**What needs to be done**
Looking through the records below, please work out how many lines contain "JSON". Give only that number.

━━━ Working data ━━━

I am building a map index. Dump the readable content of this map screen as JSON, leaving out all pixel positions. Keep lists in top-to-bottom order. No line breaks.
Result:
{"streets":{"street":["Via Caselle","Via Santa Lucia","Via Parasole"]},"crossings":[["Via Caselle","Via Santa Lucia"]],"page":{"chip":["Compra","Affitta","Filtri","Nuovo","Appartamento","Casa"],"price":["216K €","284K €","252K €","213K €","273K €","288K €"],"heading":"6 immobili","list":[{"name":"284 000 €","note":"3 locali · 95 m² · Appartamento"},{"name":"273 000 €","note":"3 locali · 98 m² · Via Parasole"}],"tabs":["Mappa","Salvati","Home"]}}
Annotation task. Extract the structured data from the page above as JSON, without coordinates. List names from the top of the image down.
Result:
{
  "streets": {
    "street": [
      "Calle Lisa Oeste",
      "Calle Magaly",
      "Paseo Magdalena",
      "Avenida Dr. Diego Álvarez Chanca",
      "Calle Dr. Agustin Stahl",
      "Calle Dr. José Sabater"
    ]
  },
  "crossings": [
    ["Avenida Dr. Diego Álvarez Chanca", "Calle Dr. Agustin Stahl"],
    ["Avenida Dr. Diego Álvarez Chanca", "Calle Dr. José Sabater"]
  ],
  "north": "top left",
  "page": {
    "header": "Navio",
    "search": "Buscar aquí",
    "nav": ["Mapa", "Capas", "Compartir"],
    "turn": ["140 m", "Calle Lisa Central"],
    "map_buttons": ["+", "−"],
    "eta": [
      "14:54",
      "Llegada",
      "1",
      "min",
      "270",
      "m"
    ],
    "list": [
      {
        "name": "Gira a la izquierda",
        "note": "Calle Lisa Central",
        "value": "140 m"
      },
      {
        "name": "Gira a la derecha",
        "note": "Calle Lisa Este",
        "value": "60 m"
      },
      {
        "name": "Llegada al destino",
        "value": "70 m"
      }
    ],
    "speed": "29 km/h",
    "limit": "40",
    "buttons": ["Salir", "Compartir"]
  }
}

━━━

**Exercise response**
2